Reproduce all the entries, matching the original word for word.

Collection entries
- Opening Delimiter -

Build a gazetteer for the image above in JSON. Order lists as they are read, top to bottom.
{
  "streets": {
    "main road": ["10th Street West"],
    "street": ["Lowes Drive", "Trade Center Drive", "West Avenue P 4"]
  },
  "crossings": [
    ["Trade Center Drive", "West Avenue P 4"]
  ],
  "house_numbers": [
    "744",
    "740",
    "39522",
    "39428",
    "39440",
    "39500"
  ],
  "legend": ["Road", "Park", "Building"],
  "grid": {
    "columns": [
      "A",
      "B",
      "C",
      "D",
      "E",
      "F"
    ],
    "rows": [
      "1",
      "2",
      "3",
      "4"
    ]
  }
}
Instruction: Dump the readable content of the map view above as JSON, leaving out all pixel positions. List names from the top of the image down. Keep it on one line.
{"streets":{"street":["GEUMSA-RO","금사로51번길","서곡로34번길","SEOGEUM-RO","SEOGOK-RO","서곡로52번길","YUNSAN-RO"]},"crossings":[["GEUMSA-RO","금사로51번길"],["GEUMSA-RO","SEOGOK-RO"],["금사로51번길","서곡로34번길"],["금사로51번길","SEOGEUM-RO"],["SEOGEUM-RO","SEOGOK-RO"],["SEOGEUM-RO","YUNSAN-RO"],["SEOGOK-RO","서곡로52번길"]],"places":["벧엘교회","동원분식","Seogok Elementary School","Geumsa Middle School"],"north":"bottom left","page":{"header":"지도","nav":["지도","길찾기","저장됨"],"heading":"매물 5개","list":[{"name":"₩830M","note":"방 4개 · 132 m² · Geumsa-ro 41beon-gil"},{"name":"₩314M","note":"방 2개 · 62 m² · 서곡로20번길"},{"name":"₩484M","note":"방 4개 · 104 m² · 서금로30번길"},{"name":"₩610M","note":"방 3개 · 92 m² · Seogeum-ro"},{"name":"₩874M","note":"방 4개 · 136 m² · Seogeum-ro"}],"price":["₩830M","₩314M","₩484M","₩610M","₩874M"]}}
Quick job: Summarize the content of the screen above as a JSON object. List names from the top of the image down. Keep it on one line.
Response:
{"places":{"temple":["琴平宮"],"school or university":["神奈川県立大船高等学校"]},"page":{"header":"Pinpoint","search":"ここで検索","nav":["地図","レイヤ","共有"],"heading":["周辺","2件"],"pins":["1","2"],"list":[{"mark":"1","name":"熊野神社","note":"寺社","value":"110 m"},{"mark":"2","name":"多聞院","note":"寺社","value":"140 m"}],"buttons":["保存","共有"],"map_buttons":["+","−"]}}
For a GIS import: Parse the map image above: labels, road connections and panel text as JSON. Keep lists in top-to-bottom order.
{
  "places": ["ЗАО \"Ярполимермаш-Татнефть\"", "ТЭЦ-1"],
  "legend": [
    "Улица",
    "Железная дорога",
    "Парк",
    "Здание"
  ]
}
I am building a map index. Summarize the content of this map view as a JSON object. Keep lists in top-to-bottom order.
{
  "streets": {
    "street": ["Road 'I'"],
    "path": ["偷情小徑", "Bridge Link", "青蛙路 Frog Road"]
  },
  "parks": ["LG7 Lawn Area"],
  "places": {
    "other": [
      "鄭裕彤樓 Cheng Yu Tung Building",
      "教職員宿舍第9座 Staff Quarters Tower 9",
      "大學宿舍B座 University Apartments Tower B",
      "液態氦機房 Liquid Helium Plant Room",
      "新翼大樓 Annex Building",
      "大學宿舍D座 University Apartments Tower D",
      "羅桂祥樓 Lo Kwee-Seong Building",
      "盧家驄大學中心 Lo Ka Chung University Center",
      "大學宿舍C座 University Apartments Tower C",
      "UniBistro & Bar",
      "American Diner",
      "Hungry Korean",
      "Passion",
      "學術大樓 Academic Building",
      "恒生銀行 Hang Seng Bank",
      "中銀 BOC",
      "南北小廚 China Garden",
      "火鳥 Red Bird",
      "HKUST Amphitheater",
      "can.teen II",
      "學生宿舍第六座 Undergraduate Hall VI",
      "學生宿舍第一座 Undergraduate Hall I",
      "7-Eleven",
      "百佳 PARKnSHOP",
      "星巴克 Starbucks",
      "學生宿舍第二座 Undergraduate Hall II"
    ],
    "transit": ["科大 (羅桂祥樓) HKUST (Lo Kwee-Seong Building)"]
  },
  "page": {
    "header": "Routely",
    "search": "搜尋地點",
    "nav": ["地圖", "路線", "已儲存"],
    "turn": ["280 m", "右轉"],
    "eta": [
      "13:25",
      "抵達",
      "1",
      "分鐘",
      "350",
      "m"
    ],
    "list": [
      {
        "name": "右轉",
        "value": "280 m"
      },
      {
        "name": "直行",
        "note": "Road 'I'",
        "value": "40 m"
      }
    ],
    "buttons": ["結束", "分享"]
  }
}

- Closing Delimiter -

▶ _TASK SOLUTION_
Build a gazetteer for the image above in JSON. Order lists as they are read, top to bottom.
{
  "streets": {
    "main road": ["10th Street West"],
    "street": ["Lowes Drive", "Trade Center Drive", "West Avenue P 4"]
  },
  "crossings": [
    ["Trade Center Drive", "West Avenue P 4"]
  ],
  "house_numbers": [
    "744",
    "740",
    "39522",
    "39428",
    "39440",
    "39500"
  ],
  "legend": ["Road", "Park", "Building"],
  "grid": {
    "columns": [
      "A",
      "B",
      "C",
      "D",
      "E",
      "F"
    ],
    "rows": [
      "1",
      "2",
      "3",
      "4"
    ]
  }
}
Instruction: Dump the readable content of the map view above as JSON, leaving out all pixel positions. List names from the top of the image down. Keep it on one line.
{"streets":{"street":["GEUMSA-RO","금사로51번길","서곡로34번길","SEOGEUM-RO","SEOGOK-RO","서곡로52번길","YUNSAN-RO"]},"crossings":[["GEUMSA-RO","금사로51번길"],["GEUMSA-RO","SEOGOK-RO"],["금사로51번길","서곡로34번길"],["금사로51번길","SEOGEUM-RO"],["SEOGEUM-RO","SEOGOK-RO"],["SEOGEUM-RO","YUNSAN-RO"],["SEOGOK-RO","서곡로52번길"]],"places":["벧엘교회","동원분식","Seogok Elementary School","Geumsa Middle School"],"north":"bottom left","page":{"header":"지도","nav":["지도","길찾기","저장됨"],"heading":"매물 5개","list":[{"name":"₩830M","note":"방 4개 · 132 m² · Geumsa-ro 41beon-gil"},{"name":"₩314M","note":"방 2개 · 62 m² · 서곡로20번길"},{"name":"₩484M","note":"방 4개 · 104 m² · 서금로30번길"},{"name":"₩610M","note":"방 3개 · 92 m² · Seogeum-ro"},{"name":"₩874M","note":"방 4개 · 136 m² · Seogeum-ro"}],"price":["₩830M","₩314M","₩484M","₩610M","₩874M"]}}
Quick job: Summarize the content of the screen above as a JSON object. List names from the top of the image down. Keep it on one line.
Response:
{"places":{"temple":["琴平宮"],"school or university":["神奈川県立大船高等学校"]},"page":{"header":"Pinpoint","search":"ここで検索","nav":["地図","レイヤ","共有"],"heading":["周辺","2件"],"pins":["1","2"],"list":[{"mark":"1","name":"熊野神社","note":"寺社","value":"110 m"},{"mark":"2","name":"多聞院","note":"寺社","value":"140 m"}],"buttons":["保存","共有"],"map_buttons":["+","−"]}}
For a GIS import: Parse the map image above: labels, road connections and panel text as JSON. Keep lists in top-to-bottom order.
{
  "places": ["ЗАО \"Ярполимермаш-Татнефть\"", "ТЭЦ-1"],
  "legend": [
    "Улица",
    "Железная дорога",
    "Парк",
    "Здание"
  ]
}
I am building a map index. Summarize the content of this map view as a JSON object. Keep lists in top-to-bottom order.
{
  "streets": {
    "street": ["Road 'I'"],
    "path": ["偷情小徑", "Bridge Link", "青蛙路 Frog Road"]
  },
  "parks": ["LG7 Lawn Area"],
  "places": {
    "other": [
      "鄭裕彤樓 Cheng Yu Tung Building",
      "教職員宿舍第9座 Staff Quarters Tower 9",
      "大學宿舍B座 University Apartments Tower B",
      "液態氦機房 Liquid Helium Plant Room",
      "新翼大樓 Annex Building",
      "大學宿舍D座 University Apartments Tower D",
      "羅桂祥樓 Lo Kwee-Seong Building",
      "盧家驄大學中心 Lo Ka Chung University Center",
      "大學宿舍C座 University Apartments Tower C",
      "UniBistro & Bar",
      "American Diner",
      "Hungry Korean",
      "Passion",
      "學術大樓 Academic Building",
      "恒生銀行 Hang Seng Bank",
      "中銀 BOC",
      "南北小廚 China Garden",
      "火鳥 Red Bird",
      "HKUST Amphitheater",
      "can.teen II",
      "學生宿舍第六座 Undergraduate Hall VI",
      "學生宿舍第一座 Undergraduate Hall I",
      "7-Eleven",
      "百佳 PARKnSHOP",
      "星巴克 Starbucks",
      "學生宿舍第二座 Undergraduate Hall II"
    ],
    "transit": ["科大 (羅桂祥樓) HKUST (Lo Kwee-Seong Building)"]
  },
  "page": {
    "header": "Routely",
    "search": "搜尋地點",
    "nav": ["地圖", "路線", "已儲存"],
    "turn": ["280 m", "右轉"],
    "eta": [
      "13:25",
      "抵達",
      "1",
      "分鐘",
      "350",
      "m"
    ],
    "list": [
      {
        "name": "右轉",
        "value": "280 m"
      },
      {
        "name": "直行",
        "note": "Road 'I'",
        "value": "40 m"
      }
    ],
    "buttons": ["結束", "分享"]
  }
}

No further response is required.